# [Stored data]
[Start of Attachment]

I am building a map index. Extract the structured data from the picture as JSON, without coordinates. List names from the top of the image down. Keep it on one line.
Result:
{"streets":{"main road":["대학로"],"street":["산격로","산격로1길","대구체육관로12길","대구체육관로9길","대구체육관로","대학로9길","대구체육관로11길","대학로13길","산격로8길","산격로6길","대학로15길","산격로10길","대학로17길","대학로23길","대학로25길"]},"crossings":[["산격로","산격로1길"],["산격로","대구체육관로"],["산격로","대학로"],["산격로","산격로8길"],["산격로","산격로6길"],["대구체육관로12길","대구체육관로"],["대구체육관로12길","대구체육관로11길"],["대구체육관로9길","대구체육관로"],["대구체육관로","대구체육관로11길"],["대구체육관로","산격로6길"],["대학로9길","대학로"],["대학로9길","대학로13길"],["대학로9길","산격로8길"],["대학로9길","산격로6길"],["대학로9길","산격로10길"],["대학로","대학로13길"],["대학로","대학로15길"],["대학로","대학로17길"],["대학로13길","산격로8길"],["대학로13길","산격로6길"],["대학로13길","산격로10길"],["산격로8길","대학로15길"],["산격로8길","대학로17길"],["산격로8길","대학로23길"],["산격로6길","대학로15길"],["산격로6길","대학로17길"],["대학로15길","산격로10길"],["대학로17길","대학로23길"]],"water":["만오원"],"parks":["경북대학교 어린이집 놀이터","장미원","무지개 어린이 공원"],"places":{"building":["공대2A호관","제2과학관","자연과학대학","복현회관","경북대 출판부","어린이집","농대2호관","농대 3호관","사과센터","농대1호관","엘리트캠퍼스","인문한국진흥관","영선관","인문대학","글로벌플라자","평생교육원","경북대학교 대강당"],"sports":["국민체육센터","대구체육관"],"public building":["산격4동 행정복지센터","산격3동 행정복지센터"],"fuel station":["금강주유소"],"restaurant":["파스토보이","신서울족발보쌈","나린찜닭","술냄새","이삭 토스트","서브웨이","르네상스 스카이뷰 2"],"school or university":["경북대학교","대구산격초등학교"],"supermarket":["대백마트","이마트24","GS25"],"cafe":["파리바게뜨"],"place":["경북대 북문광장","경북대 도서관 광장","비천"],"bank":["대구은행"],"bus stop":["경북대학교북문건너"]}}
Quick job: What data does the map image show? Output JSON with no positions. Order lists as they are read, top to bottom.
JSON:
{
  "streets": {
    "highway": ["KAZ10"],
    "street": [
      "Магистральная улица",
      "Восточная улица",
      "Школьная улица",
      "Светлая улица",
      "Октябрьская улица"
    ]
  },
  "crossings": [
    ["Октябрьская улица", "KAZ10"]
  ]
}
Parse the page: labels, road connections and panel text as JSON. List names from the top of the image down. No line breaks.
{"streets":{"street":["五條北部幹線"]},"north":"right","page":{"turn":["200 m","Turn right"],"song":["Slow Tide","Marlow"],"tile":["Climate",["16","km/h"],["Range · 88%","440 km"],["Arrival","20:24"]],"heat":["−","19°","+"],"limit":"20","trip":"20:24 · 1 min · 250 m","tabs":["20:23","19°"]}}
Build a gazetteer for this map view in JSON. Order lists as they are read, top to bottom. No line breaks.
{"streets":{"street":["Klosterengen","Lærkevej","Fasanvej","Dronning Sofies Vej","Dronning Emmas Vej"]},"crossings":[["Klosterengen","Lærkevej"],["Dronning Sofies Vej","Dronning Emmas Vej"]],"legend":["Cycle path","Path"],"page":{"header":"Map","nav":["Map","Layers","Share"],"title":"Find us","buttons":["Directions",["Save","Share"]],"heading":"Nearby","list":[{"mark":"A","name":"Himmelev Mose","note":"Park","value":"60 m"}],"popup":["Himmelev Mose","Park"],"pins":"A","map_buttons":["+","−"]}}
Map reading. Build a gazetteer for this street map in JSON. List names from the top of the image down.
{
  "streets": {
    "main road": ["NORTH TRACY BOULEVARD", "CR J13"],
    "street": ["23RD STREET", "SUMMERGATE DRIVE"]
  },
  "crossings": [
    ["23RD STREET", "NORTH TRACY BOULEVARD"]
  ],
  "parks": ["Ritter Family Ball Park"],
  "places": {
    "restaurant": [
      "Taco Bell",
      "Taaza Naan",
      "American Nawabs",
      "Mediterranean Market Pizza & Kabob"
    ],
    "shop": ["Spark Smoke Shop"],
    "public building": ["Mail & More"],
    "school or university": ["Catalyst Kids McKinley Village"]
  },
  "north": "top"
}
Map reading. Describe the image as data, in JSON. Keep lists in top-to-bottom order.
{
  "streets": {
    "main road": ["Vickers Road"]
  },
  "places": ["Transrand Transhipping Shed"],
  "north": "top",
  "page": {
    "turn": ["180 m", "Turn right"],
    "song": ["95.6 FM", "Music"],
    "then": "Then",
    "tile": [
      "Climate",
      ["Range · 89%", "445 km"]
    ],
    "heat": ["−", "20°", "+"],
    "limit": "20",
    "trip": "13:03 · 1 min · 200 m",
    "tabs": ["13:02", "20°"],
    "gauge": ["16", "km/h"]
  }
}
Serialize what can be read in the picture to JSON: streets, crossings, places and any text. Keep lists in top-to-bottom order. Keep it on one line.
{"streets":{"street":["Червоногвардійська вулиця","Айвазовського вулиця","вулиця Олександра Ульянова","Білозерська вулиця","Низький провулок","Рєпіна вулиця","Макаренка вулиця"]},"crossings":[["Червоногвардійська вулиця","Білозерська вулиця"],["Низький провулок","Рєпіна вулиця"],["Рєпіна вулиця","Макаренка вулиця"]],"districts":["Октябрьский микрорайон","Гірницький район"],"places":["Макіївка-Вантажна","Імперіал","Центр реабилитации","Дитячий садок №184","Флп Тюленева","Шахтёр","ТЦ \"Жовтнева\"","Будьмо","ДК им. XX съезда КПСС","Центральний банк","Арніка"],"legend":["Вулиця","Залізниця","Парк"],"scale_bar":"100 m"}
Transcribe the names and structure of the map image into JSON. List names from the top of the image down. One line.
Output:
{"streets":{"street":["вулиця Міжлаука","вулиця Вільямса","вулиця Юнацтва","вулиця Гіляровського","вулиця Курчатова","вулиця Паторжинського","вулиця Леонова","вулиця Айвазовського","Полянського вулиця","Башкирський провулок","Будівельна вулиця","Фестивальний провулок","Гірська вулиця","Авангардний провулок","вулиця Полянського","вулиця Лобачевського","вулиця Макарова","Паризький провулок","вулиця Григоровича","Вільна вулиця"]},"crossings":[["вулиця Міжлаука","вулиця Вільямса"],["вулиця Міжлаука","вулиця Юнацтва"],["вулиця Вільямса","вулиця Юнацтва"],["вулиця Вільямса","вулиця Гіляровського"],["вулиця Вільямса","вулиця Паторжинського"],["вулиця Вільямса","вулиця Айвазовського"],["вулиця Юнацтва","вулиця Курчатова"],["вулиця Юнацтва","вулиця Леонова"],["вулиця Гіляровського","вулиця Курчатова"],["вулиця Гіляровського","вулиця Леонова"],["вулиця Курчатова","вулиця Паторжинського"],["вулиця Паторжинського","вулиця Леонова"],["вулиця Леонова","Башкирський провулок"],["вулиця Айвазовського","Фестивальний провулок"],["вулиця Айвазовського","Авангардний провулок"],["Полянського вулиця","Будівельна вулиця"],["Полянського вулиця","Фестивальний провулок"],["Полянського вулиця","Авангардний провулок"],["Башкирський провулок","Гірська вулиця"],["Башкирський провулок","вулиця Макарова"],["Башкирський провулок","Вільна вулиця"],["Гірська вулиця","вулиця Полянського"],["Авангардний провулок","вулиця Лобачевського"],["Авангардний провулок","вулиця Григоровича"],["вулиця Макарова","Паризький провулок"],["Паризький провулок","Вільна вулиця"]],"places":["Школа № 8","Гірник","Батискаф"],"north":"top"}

[End of Attachment]

# [WORK TO BE COMPLETED]
A word-for-word restatement of every record above is expected.

# [SOLUTION TO THIS PROBLEM]
I am building a map index. Extract the structured data from the picture as JSON, without coordinates. List names from the top of the image down. Keep it on one line.
Result:
{"streets":{"main road":["대학로"],"street":["산격로","산격로1길","대구체육관로12길","대구체육관로9길","대구체육관로","대학로9길","대구체육관로11길","대학로13길","산격로8길","산격로6길","대학로15길","산격로10길","대학로17길","대학로23길","대학로25길"]},"crossings":[["산격로","산격로1길"],["산격로","대구체육관로"],["산격로","대학로"],["산격로","산격로8길"],["산격로","산격로6길"],["대구체육관로12길","대구체육관로"],["대구체육관로12길","대구체육관로11길"],["대구체육관로9길","대구체육관로"],["대구체육관로","대구체육관로11길"],["대구체육관로","산격로6길"],["대학로9길","대학로"],["대학로9길","대학로13길"],["대학로9길","산격로8길"],["대학로9길","산격로6길"],["대학로9길","산격로10길"],["대학로","대학로13길"],["대학로","대학로15길"],["대학로","대학로17길"],["대학로13길","산격로8길"],["대학로13길","산격로6길"],["대학로13길","산격로10길"],["산격로8길","대학로15길"],["산격로8길","대학로17길"],["산격로8길","대학로23길"],["산격로6길","대학로15길"],["산격로6길","대학로17길"],["대학로15길","산격로10길"],["대학로17길","대학로23길"]],"water":["만오원"],"parks":["경북대학교 어린이집 놀이터","장미원","무지개 어린이 공원"],"places":{"building":["공대2A호관","제2과학관","자연과학대학","복현회관","경북대 출판부","어린이집","농대2호관","농대 3호관","사과센터","농대1호관","엘리트캠퍼스","인문한국진흥관","영선관","인문대학","글로벌플라자","평생교육원","경북대학교 대강당"],"sports":["국민체육센터","대구체육관"],"public building":["산격4동 행정복지센터","산격3동 행정복지센터"],"fuel station":["금강주유소"],"restaurant":["파스토보이","신서울족발보쌈","나린찜닭","술냄새","이삭 토스트","서브웨이","르네상스 스카이뷰 2"],"school or university":["경북대학교","대구산격초등학교"],"supermarket":["대백마트","이마트24","GS25"],"cafe":["파리바게뜨"],"place":["경북대 북문광장","경북대 도서관 광장","비천"],"bank":["대구은행"],"bus stop":["경북대학교북문건너"]}}
Quick job: What data does the map image show? Output JSON with no positions. Order lists as they are read, top to bottom.
JSON:
{
  "streets": {
    "highway": ["KAZ10"],
    "street": [
      "Магистральная улица",
      "Восточная улица",
      "Школьная улица",
      "Светлая улица",
      "Октябрьская улица"
    ]
  },
  "crossings": [
    ["Октябрьская улица", "KAZ10"]
  ]
}
Parse the page: labels, road connections and panel text as JSON. List names from the top of the image down. No line breaks.
{"streets":{"street":["五條北部幹線"]},"north":"right","page":{"turn":["200 m","Turn right"],"song":["Slow Tide","Marlow"],"tile":["Climate",["16","km/h"],["Range · 88%","440 km"],["Arrival","20:24"]],"heat":["−","19°","+"],"limit":"20","trip":"20:24 · 1 min · 250 m","tabs":["20:23","19°"]}}
Build a gazetteer for this map view in JSON. Order lists as they are read, top to bottom. No line breaks.
{"streets":{"street":["Klosterengen","Lærkevej","Fasanvej","Dronning Sofies Vej","Dronning Emmas Vej"]},"crossings":[["Klosterengen","Lærkevej"],["Dronning Sofies Vej","Dronning Emmas Vej"]],"legend":["Cycle path","Path"],"page":{"header":"Map","nav":["Map","Layers","Share"],"title":"Find us","buttons":["Directions",["Save","Share"]],"heading":"Nearby","list":[{"mark":"A","name":"Himmelev Mose","note":"Park","value":"60 m"}],"popup":["Himmelev Mose","Park"],"pins":"A","map_buttons":["+","−"]}}
Map reading. Build a gazetteer for this street map in JSON. List names from the top of the image down.
{
  "streets": {
    "main road": ["NORTH TRACY BOULEVARD", "CR J13"],
    "street": ["23RD STREET", "SUMMERGATE DRIVE"]
  },
  "crossings": [
    ["23RD STREET", "NORTH TRACY BOULEVARD"]
  ],
  "parks": ["Ritter Family Ball Park"],
  "places": {
    "restaurant": [
      "Taco Bell",
      "Taaza Naan",
      "American Nawabs",
      "Mediterranean Market Pizza & Kabob"
    ],
    "shop": ["Spark Smoke Shop"],
    "public building": ["Mail & More"],
    "school or university": ["Catalyst Kids McKinley Village"]
  },
  "north": "top"
}
Map reading. Describe the image as data, in JSON. Keep lists in top-to-bottom order.
{
  "streets": {
    "main road": ["Vickers Road"]
  },
  "places": ["Transrand Transhipping Shed"],
  "north": "top",
  "page": {
    "turn": ["180 m", "Turn right"],
    "song": ["95.6 FM", "Music"],
    "then": "Then",
    "tile": [
      "Climate",
      ["Range · 89%", "445 km"]
    ],
    "heat": ["−", "20°", "+"],
    "limit": "20",
    "trip": "13:03 · 1 min · 200 m",
    "tabs": ["13:02", "20°"],
    "gauge": ["16", "km/h"]
  }
}
Serialize what can be read in the picture to JSON: streets, crossings, places and any text. Keep lists in top-to-bottom order. Keep it on one line.
{"streets":{"street":["Червоногвардійська вулиця","Айвазовського вулиця","вулиця Олександра Ульянова","Білозерська вулиця","Низький провулок","Рєпіна вулиця","Макаренка вулиця"]},"crossings":[["Червоногвардійська вулиця","Білозерська вулиця"],["Низький провулок","Рєпіна вулиця"],["Рєпіна вулиця","Макаренка вулиця"]],"districts":["Октябрьский микрорайон","Гірницький район"],"places":["Макіївка-Вантажна","Імперіал","Центр реабилитации","Дитячий садок №184","Флп Тюленева","Шахтёр","ТЦ \"Жовтнева\"","Будьмо","ДК им. XX съезда КПСС","Центральний банк","Арніка"],"legend":["Вулиця","Залізниця","Парк"],"scale_bar":"100 m"}
Transcribe the names and structure of the map image into JSON. List names from the top of the image down. One line.
Output:
{"streets":{"street":["вулиця Міжлаука","вулиця Вільямса","вулиця Юнацтва","вулиця Гіляровського","вулиця Курчатова","вулиця Паторжинського","вулиця Леонова","вулиця Айвазовського","Полянського вулиця","Башкирський провулок","Будівельна вулиця","Фестивальний провулок","Гірська вулиця","Авангардний провулок","вулиця Полянського","вулиця Лобачевського","вулиця Макарова","Паризький провулок","вулиця Григоровича","Вільна вулиця"]},"crossings":[["вулиця Міжлаука","вулиця Вільямса"],["вулиця Міжлаука","вулиця Юнацтва"],["вулиця Вільямса","вулиця Юнацтва"],["вулиця Вільямса","вулиця Гіляровського"],["вулиця Вільямса","вулиця Паторжинського"],["вулиця Вільямса","вулиця Айвазовського"],["вулиця Юнацтва","вулиця Курчатова"],["вулиця Юнацтва","вулиця Леонова"],["вулиця Гіляровського","вулиця Курчатова"],["вулиця Гіляровського","вулиця Леонова"],["вулиця Курчатова","вулиця Паторжинського"],["вулиця Паторжинського","вулиця Леонова"],["вулиця Леонова","Башкирський провулок"],["вулиця Айвазовського","Фестивальний провулок"],["вулиця Айвазовського","Авангардний провулок"],["Полянського вулиця","Будівельна вулиця"],["Полянського вулиця","Фестивальний провулок"],["Полянського вулиця","Авангардний провулок"],["Башкирський провулок","Гірська вулиця"],["Башкирський провулок","вулиця Макарова"],["Башкирський провулок","Вільна вулиця"],["Гірська вулиця","вулиця Полянського"],["Авангардний провулок","вулиця Лобачевського"],["Авангардний провулок","вулиця Григоровича"],["вулиця Макарова","Паризький провулок"],["Паризький провулок","Вільна вулиця"]],"places":["Школа № 8","Гірник","Батискаф"],"north":"top"}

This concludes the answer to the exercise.